The group’s gross merchandise value (GMV) reached an impressive $2.4 billion in Q3, reflecting a 26% increase compared to the previous year, with a constant-currency growth rate of 27%. Revenue soared 31% to $1 billion, while Adjusted EBITDA rose 21% to $154 million. Net income also climbed 31% to $119 million, depicting stable growth across all operations.
A surge in customer activity and elevated order frequency were significant contributors to this growth. Talabat Pro, the company’s subscription service, has gained traction, leading to enhanced user engagement. The GCC markets remain the primary driver, accounting for 81% of the overall GMV.
While still smaller, the grocery and retail divisions experienced growth exceeding 40%, outpacing the 20% growth observed in the food delivery segment. Despite this accelerated growth in grocery and retail, adjusted EBITDA margins stood at 6.4% of GMV, with net income margins at 4.9%, reflecting the typical lower gross margins in the sector, buoyed by operational efficiencies.

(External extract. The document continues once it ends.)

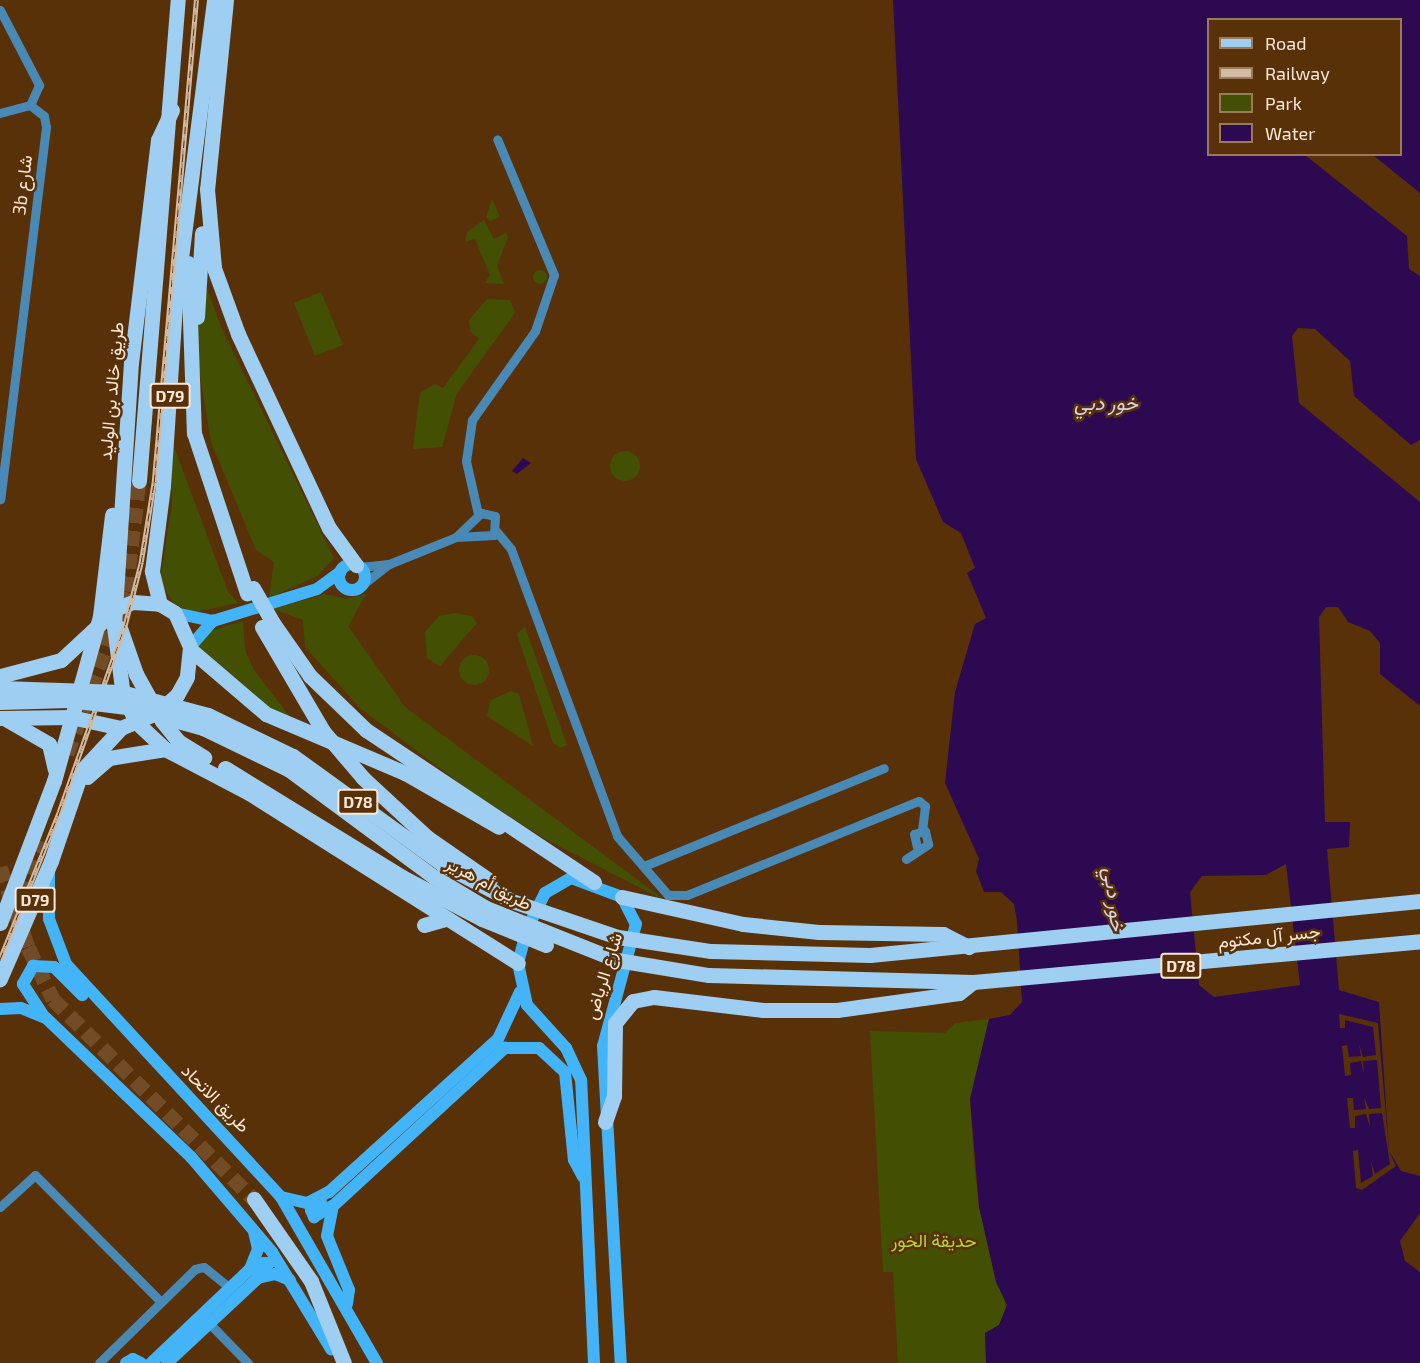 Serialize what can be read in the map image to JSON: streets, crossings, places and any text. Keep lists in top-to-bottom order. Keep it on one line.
{"streets":{"main road":["طريق خالد بن الوليد","D79","D78","طريق أم هرير","جسر آل مكتوم","شارع الرياض","طريق الاتحاد"],"street":["3b شارع"]},"crossings":[["طريق خالد بن الوليد","D79"],["D79","طريق الاتحاد"],["D78","طريق أم هرير"],["D78","جسر آل مكتوم"],["طريق أم هرير","جسر آل مكتوم"]],"water":["خور دبي"],"parks":["حديقة الخور"],"legend":["Road","Railway","Park","Water"]}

Adjusted net income reached $112 million, marking a 15% increase year-on-year. Adjusted free cash flow was reported at $99 million, slightly reduced from last year due to tax liabilities and adjustments from previous quarter working-capital inflows.
Talabat also noted high engagement levels, with over a third of customers utilizing various offerings like food and groceries. More than a quarter of active users have subscribed to Talabat Pro, responsible for almost half of the total GMV. Premium users are increasingly active, averaging over 30 orders per month.
Looking forward, Talabat has reiterated its annual projections, anticipating constant-currency GMV growth of 27–29% alongside revenue expansion between 29–32%. Adjusted EBITDA and net income margins are expected at 6.5% and 5%, respectively, with a minimum dividend payout set at $400 million.